Wang’s HMSA insurance will cover most of her medical bills but not other expenses, such as rehabilitation, medevac flights and Chen’s mounting costs since he moved to Honolulu after Wang’s crash, Chen said.

Chen anticipates the unreimbursed costs will rise to the tens of thousands, if not $100,000 or more.

HMSA, while saying it could not discuss individual cases, differs on the reimbursement issue. HMSA typically covers in-state medevac costs and both in-state and out-of-state rehabilitation expenses, spokeswoman Elisa Yadao said.

Chen and Wang moved from Wisconsin to Hawaii island in 2006 for Chen’s job as director of finance at the Mauna Lani Bay Hotel.

Since the accident, Chen continues to receive messages of encouragement from around the world and feels especially grateful to the people of Hawaii who "have been touched by these events and adopted us like their own."

Wang suffered an aneurysm in 2008 and still had not returned to work at the West Hawaii Community Health Center when the crash occurred on the morning of Nov. 19.

Hawaii County police continue to investigate why Stream’s SUV crossed Queen Kaahumanu Highway’s center line near Makalawena Beach in North Kona and hit Wang’s 1996 Saab sedan head-on.

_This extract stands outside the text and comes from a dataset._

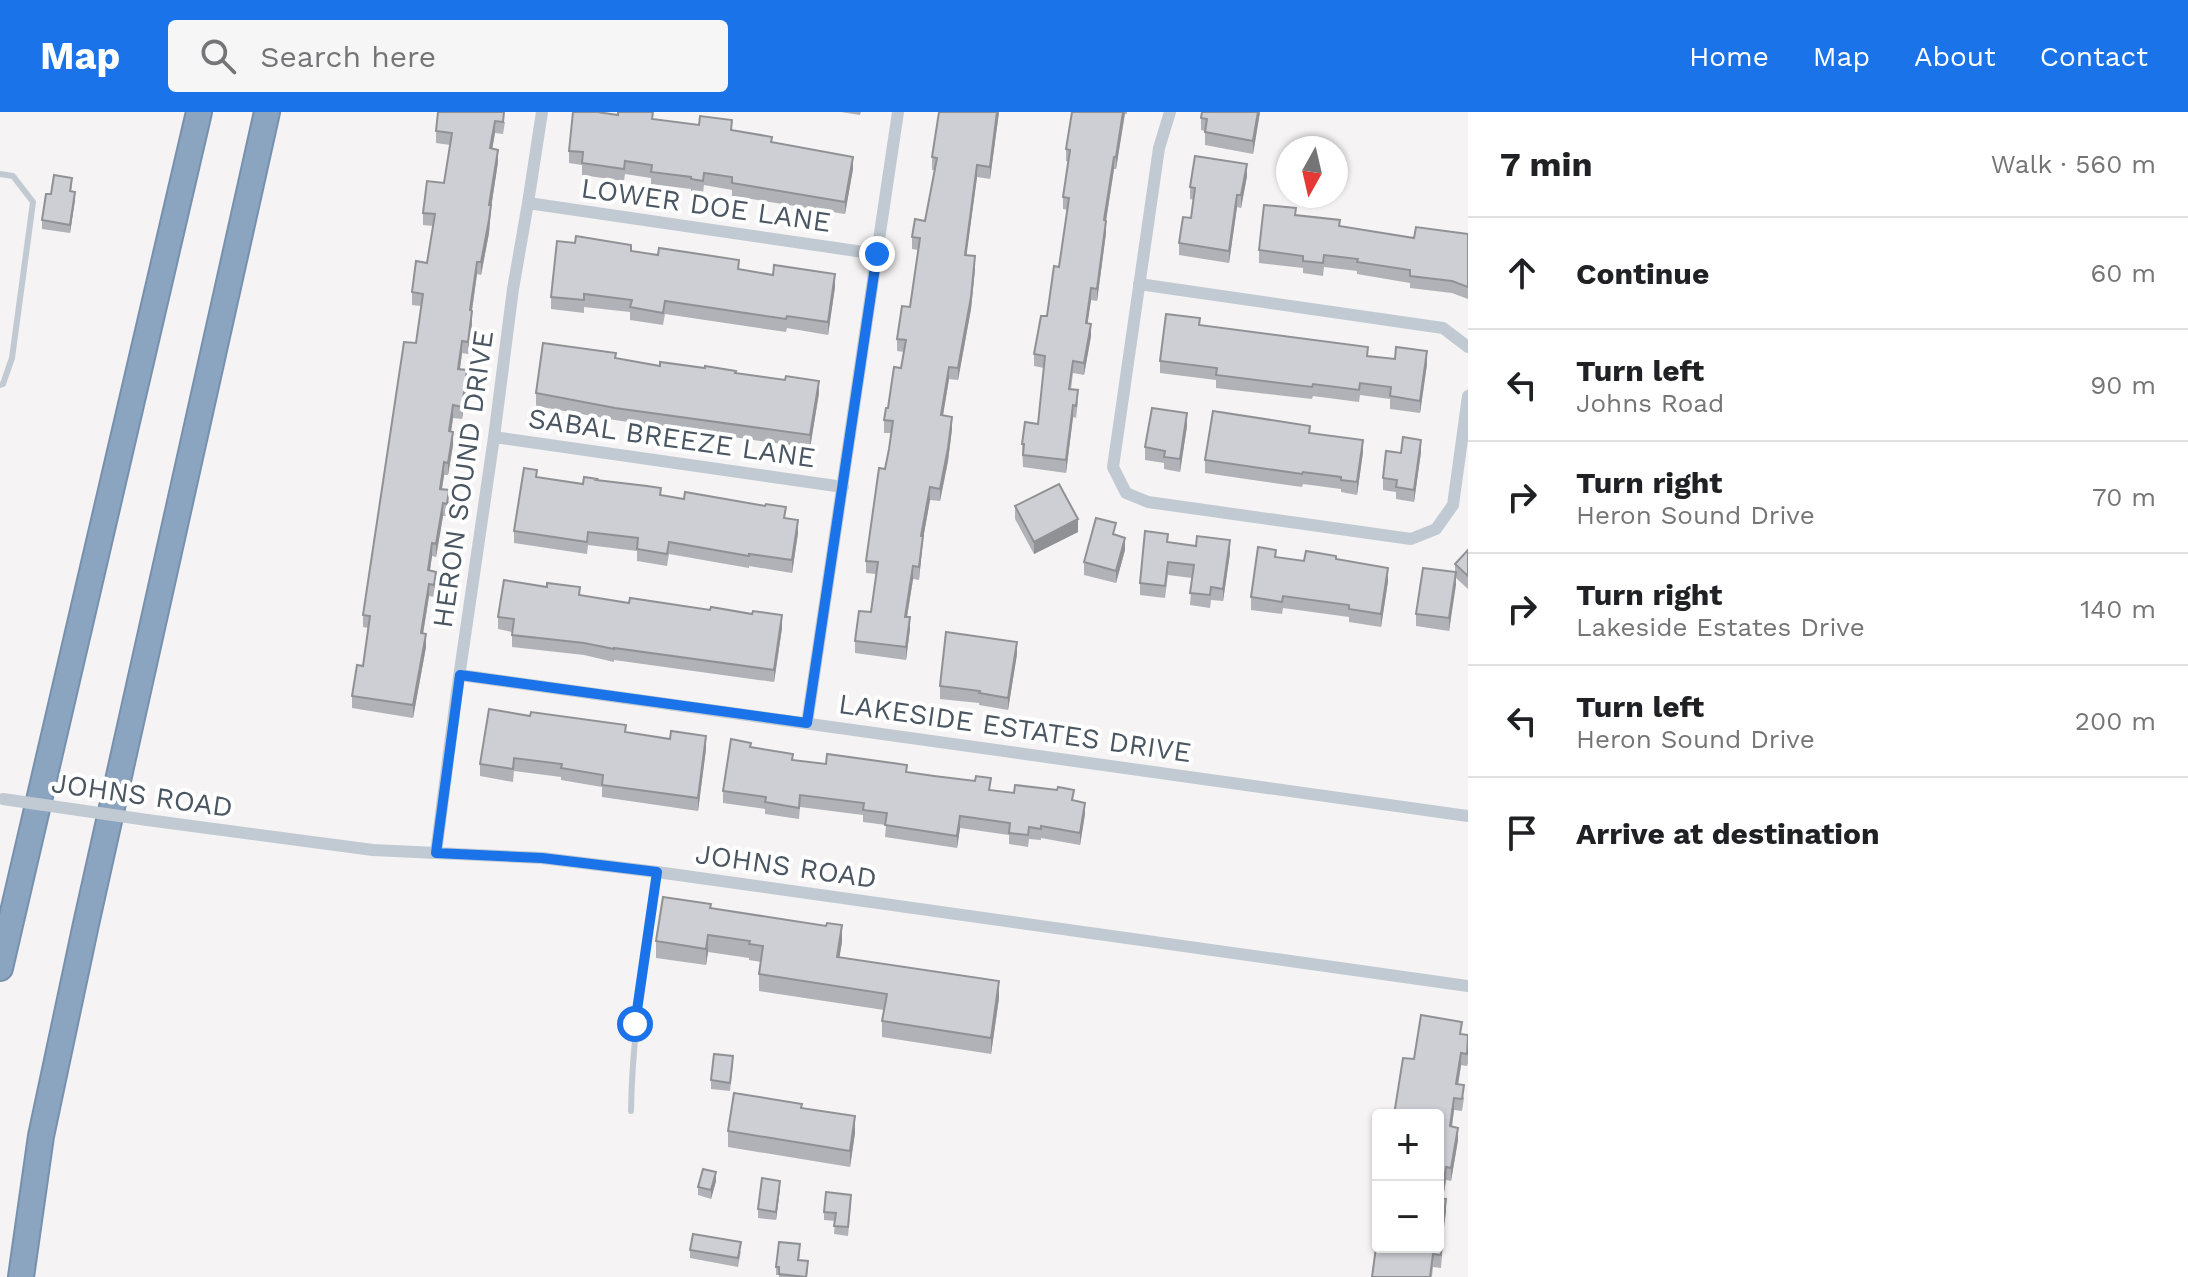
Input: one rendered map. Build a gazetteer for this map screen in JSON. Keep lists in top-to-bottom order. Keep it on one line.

Brennan was a passenger in Stream’s car and later became a patient four rooms down from Wang’s, in the same intensive care unit at Queen’s.

Investigators are waiting for the results of separate toxicology reports and mechanical inspection reports in the next few weeks to determine whether speed, alcohol or drugs were factors in the crash, county police Maj. Randy Apele said yesterday.

"We hope to get the results by Christmas, end of December at the latest," he said.